AUSTIN, Texas -- Texas lawmakers are taking steps to ban a controversial cap on how many public school students get special education services.
A 2016 investigation by a Houston newspaper uncovered the arbitrary rule that most Texas lawmakers and school board members were unaware of.
As state Rep. Dan Huberty (R-Houston) explained during the House Committee on Public Education meeting Tuesday, essentially, in 2004 the Texas Education Agency (TEA) imposed a rule that penalized school districts if more than 8.5 percent of its students were enrolled in special education. At the time, there were concerns districts were enlisting kids in special education to avoid taking the state assessment test.
As a result, school districts stopped providing services to students who needed them to stay within the limit.
State Rep. Gene Wu (D-Houston) authored House Bill 713 to prohibit all performance indicators based on the number of students enrolled in special education programs. Wu said he is receiving bi-partisan support for the bill.
"There are no two sides in this.," Wu said. "There is only the side of everyone who cares about education, everyone who cares about special needs kids, everyone who understands how hard it is for families to deal with special needs children, and how hard their life is in the first place.
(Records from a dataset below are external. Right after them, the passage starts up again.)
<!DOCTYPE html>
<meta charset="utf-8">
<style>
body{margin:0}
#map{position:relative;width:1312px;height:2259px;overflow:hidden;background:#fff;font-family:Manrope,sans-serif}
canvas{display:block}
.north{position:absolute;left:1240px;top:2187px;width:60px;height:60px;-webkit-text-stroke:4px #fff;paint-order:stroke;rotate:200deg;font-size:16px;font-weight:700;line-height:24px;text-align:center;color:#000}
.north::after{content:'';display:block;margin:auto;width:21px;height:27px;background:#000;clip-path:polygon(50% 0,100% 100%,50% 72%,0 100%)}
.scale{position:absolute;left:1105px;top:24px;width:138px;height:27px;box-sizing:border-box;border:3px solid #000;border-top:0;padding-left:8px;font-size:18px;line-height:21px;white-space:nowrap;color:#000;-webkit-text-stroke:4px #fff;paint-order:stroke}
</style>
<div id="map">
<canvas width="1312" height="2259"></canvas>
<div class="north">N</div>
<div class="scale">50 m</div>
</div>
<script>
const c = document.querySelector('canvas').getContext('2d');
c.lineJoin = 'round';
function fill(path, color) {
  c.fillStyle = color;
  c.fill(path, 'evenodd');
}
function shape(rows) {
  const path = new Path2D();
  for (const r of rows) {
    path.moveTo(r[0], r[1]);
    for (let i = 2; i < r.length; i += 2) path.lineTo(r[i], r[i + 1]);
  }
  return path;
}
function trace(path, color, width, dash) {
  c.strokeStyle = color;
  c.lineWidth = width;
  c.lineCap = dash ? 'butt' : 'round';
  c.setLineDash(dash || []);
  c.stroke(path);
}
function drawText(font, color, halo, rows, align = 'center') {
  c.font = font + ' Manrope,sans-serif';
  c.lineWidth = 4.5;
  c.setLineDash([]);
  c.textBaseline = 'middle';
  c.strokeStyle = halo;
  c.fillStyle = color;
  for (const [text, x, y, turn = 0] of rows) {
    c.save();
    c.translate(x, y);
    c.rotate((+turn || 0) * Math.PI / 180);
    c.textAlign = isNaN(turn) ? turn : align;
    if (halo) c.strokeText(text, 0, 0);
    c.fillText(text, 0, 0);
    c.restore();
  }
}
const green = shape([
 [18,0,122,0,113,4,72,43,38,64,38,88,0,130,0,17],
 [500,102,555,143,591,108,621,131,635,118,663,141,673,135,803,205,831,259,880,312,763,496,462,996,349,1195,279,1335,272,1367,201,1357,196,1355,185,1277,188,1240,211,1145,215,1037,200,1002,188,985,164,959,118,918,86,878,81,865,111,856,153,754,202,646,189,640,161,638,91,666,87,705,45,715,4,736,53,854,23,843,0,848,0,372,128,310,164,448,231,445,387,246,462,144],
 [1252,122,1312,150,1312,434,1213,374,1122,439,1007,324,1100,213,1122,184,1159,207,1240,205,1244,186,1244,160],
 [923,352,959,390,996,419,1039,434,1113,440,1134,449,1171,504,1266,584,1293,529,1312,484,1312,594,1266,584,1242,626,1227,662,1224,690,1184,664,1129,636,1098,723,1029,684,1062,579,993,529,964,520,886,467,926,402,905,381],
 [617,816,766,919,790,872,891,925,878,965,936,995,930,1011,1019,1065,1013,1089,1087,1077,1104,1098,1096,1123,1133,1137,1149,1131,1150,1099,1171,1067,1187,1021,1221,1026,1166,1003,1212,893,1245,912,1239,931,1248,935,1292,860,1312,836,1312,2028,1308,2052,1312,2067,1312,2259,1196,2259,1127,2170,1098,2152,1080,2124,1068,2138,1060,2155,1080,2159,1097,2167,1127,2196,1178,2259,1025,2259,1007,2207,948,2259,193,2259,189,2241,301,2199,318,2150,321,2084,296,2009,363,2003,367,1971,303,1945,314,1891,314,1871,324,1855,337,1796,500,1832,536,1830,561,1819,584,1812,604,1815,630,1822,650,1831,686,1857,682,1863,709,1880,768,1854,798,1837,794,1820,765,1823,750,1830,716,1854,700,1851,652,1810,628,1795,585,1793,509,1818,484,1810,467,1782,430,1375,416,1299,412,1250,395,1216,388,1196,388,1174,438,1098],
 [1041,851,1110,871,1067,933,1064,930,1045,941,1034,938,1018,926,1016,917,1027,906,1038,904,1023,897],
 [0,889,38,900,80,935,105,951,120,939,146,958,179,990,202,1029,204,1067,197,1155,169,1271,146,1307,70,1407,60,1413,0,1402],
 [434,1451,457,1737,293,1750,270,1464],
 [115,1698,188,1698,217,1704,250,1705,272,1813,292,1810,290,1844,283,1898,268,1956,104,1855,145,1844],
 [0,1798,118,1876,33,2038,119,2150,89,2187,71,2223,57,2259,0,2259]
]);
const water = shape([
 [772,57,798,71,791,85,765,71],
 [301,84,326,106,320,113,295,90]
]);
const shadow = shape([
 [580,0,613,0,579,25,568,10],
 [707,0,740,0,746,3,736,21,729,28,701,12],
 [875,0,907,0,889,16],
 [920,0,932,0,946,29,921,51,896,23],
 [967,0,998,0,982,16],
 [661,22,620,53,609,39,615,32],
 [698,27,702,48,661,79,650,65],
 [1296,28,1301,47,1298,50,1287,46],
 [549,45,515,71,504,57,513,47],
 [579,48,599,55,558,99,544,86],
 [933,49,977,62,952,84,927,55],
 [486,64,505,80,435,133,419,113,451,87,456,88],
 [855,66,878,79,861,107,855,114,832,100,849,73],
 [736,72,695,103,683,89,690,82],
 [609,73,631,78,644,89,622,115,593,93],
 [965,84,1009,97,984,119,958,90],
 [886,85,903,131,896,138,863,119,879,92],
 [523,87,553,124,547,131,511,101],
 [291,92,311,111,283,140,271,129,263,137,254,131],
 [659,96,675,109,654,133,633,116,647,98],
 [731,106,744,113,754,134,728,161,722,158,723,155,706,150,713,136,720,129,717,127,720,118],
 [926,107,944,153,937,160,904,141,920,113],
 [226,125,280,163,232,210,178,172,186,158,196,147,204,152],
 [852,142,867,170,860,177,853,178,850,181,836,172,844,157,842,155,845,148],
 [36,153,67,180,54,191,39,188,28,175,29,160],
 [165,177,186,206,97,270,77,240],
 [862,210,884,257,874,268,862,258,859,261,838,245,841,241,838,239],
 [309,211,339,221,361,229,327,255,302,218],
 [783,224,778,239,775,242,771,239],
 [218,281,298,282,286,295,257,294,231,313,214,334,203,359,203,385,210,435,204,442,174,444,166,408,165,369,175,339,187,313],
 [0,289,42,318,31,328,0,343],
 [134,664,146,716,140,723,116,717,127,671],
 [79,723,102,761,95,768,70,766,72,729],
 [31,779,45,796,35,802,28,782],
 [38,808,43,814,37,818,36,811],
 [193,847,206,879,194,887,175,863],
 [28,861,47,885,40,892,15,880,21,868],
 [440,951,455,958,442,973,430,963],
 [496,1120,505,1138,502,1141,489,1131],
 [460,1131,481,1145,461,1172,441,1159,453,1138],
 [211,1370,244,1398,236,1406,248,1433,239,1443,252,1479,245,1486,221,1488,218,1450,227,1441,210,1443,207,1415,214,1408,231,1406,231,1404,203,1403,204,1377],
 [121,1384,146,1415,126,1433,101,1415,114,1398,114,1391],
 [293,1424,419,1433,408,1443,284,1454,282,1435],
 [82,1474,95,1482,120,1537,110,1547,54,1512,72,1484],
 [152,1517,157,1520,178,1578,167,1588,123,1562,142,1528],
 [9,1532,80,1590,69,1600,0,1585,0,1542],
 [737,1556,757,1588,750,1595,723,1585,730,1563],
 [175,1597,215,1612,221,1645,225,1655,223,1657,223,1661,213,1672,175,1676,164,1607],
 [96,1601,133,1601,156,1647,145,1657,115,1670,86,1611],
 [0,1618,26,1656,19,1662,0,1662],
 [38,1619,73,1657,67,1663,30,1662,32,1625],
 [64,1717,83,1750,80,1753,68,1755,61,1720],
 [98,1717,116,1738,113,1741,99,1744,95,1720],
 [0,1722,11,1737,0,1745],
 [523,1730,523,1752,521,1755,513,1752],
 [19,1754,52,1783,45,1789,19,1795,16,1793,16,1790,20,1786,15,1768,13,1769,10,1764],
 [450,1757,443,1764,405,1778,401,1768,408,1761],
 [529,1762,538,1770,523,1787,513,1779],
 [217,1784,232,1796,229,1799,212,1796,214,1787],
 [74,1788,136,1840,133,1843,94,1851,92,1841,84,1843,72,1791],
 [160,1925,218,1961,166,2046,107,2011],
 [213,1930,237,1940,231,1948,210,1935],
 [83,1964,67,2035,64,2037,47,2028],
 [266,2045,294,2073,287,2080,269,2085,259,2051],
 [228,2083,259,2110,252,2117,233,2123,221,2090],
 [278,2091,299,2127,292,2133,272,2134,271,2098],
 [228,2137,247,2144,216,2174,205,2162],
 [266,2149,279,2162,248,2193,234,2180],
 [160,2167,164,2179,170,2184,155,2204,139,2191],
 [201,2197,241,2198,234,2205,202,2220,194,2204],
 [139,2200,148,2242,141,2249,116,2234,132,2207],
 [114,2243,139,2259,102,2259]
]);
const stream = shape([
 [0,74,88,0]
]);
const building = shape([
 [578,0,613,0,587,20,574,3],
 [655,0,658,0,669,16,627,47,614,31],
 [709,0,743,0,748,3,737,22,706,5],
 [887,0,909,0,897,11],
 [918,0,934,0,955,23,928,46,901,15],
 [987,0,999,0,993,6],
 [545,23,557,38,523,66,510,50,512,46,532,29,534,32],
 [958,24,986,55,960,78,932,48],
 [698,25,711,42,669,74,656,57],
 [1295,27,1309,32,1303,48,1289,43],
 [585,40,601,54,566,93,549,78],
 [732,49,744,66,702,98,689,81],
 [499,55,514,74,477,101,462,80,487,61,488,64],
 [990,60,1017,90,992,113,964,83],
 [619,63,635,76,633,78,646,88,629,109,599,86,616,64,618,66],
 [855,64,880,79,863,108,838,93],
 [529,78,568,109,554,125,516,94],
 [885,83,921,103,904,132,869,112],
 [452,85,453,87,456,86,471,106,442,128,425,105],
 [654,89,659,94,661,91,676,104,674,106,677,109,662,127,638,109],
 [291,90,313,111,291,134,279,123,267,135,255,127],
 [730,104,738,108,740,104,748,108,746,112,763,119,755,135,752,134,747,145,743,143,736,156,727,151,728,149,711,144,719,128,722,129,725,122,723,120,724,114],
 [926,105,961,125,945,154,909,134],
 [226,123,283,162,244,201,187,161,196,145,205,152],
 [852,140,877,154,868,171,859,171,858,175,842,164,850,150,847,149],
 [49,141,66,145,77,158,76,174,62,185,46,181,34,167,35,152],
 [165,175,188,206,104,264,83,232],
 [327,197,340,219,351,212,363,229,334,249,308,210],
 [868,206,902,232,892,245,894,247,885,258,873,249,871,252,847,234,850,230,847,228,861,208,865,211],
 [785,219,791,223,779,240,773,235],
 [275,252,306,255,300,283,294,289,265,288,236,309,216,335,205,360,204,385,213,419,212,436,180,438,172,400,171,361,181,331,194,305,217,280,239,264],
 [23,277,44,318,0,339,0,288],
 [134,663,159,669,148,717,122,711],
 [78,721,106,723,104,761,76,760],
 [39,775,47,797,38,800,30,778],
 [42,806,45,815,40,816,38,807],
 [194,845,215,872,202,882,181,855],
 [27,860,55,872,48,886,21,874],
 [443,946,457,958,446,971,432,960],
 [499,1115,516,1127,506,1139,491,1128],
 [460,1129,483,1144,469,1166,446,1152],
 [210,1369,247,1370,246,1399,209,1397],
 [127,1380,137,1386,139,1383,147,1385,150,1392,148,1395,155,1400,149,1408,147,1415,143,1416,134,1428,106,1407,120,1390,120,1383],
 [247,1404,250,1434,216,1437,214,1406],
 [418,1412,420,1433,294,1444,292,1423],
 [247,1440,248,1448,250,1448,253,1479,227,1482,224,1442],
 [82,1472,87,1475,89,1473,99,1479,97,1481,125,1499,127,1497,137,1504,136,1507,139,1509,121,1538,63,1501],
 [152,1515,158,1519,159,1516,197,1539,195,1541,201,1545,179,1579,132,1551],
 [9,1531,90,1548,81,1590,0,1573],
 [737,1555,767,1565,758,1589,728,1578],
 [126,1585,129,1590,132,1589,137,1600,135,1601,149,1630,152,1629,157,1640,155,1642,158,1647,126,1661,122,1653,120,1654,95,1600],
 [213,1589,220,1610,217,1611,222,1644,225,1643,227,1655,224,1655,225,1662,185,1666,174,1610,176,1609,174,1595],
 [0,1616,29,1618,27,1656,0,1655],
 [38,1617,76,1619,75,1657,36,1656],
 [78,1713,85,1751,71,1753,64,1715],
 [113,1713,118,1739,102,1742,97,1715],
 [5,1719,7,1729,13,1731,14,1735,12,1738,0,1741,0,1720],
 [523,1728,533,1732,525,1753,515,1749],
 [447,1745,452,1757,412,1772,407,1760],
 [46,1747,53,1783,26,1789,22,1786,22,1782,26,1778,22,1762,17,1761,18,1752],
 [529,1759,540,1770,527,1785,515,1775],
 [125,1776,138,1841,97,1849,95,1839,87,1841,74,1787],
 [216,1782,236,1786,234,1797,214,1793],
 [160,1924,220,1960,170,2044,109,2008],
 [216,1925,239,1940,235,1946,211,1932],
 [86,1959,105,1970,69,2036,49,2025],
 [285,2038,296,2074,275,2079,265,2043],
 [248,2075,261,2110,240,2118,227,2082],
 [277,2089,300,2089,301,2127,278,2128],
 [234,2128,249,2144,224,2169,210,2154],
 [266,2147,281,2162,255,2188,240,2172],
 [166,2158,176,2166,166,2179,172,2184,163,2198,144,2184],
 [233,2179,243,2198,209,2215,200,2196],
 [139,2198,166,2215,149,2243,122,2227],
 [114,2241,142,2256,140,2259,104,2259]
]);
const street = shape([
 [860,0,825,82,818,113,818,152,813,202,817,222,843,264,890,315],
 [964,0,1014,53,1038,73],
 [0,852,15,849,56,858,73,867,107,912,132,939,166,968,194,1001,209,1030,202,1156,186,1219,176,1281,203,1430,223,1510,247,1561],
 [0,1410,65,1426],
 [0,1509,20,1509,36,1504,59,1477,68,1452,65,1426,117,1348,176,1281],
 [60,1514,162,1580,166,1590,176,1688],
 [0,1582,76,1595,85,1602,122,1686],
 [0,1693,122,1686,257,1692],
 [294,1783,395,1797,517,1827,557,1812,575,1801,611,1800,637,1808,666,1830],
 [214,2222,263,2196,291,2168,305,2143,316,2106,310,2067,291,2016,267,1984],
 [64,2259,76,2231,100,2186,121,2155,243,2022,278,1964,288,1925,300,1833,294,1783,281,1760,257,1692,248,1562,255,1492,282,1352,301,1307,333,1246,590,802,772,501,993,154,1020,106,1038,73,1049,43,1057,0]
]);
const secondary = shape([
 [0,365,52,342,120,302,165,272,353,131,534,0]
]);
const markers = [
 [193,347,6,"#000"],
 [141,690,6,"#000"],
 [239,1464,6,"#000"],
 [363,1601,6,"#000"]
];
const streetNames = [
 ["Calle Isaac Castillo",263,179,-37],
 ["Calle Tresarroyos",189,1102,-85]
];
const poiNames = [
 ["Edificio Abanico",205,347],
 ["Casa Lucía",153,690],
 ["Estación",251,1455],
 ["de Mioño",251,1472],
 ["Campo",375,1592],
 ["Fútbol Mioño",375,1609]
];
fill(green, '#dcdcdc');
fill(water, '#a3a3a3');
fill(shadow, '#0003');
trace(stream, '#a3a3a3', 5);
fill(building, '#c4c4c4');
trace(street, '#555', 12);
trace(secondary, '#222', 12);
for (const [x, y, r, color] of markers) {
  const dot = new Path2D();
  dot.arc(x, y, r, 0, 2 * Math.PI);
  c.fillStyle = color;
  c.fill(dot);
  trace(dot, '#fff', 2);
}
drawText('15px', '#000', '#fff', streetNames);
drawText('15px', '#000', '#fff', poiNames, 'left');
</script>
And there is no one else on the other side."
Two representatives from the TEA testified during the hearing on HB 713. After the report came out about the cap, the TEA stopped using it, but the data is still collected. The TEA expects a new rule to remove the cap completely to be approved in the next few weeks.
HB 713 was left pending, but Wu tells KVUE News he expects it to be voted out of committee and out of the full House soon.